Records from a collection
______
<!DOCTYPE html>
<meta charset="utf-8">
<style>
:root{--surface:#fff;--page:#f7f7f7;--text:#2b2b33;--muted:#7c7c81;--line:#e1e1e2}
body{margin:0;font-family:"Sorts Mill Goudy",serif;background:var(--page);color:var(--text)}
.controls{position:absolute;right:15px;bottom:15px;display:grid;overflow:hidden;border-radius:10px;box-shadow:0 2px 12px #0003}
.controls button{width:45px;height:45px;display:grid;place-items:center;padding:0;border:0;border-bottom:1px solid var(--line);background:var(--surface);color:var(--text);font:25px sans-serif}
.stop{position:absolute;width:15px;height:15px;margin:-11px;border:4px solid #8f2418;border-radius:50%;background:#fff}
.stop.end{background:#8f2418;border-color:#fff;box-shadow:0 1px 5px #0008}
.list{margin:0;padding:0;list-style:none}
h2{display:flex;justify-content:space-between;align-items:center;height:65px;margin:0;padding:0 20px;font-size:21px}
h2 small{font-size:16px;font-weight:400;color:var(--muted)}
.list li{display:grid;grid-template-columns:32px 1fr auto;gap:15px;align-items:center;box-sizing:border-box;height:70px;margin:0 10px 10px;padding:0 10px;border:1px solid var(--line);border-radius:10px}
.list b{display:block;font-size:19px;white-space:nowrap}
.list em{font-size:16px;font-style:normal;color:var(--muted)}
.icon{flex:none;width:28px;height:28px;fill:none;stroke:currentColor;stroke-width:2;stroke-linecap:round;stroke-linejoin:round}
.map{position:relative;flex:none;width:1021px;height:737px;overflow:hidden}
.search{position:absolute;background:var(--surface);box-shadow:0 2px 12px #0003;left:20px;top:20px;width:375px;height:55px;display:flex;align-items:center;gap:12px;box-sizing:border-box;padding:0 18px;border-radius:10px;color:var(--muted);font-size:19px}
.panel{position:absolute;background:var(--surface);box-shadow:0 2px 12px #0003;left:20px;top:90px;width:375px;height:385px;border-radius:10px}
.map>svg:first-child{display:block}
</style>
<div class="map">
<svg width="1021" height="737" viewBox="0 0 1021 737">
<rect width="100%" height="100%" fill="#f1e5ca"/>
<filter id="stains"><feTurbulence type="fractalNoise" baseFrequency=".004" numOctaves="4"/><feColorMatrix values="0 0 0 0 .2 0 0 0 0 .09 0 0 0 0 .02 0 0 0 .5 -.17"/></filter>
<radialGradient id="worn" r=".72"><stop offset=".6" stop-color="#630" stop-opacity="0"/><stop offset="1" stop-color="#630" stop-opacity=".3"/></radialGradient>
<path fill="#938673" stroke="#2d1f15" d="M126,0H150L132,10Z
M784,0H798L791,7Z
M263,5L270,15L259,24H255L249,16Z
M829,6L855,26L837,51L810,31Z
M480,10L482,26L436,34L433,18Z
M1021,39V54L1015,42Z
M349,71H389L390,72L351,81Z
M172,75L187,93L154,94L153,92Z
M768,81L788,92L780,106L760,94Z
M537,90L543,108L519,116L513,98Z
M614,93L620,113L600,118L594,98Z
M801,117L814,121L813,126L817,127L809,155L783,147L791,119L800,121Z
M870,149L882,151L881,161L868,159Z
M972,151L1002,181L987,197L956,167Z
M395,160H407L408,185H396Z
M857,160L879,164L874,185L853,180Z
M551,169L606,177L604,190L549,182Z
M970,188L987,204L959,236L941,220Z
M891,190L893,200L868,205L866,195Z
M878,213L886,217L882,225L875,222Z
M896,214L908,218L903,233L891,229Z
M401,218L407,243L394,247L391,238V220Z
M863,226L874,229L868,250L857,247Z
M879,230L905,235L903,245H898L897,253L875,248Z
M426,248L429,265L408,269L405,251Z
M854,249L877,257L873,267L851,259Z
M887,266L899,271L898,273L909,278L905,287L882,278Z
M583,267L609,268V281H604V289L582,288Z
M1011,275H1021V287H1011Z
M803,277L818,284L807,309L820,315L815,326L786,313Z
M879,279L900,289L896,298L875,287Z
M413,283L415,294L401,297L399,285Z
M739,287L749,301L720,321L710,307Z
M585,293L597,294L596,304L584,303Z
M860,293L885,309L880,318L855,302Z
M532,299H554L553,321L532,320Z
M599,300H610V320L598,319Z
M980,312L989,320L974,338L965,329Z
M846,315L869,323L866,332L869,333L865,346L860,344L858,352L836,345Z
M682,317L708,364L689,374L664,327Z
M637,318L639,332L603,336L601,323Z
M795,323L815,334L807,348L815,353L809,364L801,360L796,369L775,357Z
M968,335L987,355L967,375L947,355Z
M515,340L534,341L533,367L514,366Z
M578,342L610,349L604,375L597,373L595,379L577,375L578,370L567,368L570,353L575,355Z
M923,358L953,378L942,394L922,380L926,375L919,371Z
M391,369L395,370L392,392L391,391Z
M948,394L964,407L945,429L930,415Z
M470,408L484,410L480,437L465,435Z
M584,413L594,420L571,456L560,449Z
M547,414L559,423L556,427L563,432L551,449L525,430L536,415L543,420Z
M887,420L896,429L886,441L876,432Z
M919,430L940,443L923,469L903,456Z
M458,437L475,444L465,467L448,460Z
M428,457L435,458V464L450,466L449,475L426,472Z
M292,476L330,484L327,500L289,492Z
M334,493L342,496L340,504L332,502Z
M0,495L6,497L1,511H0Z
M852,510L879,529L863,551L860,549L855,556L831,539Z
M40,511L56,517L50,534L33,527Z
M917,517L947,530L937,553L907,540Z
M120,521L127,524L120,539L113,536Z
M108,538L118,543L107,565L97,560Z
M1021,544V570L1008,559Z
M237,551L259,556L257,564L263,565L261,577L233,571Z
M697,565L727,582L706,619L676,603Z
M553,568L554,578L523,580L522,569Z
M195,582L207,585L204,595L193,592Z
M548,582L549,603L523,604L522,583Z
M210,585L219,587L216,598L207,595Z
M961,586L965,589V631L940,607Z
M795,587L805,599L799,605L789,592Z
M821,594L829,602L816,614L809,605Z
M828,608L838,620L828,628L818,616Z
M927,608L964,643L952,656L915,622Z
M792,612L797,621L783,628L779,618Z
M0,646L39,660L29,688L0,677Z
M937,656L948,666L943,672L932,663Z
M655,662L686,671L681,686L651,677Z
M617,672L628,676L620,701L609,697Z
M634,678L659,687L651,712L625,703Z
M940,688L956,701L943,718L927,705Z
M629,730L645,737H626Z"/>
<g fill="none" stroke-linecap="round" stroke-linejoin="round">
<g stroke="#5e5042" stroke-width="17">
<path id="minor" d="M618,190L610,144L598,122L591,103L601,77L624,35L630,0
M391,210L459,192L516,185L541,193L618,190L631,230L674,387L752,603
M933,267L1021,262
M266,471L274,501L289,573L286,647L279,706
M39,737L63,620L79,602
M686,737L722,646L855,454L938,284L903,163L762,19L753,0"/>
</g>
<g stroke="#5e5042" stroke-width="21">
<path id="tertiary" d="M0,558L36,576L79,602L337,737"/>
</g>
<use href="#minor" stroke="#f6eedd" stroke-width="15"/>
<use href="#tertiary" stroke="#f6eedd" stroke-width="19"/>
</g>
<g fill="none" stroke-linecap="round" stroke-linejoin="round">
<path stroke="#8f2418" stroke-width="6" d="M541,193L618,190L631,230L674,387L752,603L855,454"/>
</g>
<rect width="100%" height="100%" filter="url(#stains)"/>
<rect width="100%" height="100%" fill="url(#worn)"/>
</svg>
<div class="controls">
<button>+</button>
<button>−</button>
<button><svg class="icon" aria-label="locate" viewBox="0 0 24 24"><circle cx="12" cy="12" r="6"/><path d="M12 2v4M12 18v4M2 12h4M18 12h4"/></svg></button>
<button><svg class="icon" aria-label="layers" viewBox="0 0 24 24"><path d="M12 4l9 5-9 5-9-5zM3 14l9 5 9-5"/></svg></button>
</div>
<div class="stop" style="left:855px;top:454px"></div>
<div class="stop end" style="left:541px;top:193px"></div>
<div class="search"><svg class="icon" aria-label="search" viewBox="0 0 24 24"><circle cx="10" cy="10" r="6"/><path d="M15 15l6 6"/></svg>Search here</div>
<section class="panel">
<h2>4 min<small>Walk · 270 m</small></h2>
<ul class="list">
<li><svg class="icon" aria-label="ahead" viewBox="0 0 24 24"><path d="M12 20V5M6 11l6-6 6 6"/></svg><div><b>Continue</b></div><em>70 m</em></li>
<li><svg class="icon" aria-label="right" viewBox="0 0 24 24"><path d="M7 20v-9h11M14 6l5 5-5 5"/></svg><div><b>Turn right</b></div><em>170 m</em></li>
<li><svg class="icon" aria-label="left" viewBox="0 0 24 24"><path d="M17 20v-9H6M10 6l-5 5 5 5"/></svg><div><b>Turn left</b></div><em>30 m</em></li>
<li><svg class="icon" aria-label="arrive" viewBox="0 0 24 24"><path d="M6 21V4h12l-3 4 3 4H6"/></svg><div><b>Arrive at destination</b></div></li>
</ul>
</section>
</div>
______
▶ [WHAT YOU SHOULD DO] Among the lines of the data above, find those with the word "bottom" and show them.

▶ [OUTPUT]
.controls{position:absolute;right:15px;bottom:15px;display:grid;overflow:hidden;border-radius:10px;box-shadow:0 2px 12px #0003}
.controls button{width:45px;height:45px;display:grid;place-items:center;padding:0;border:0;border-bottom:1px solid var(--line);background:var(--surface);color:var(--text);font:25px sans-serif}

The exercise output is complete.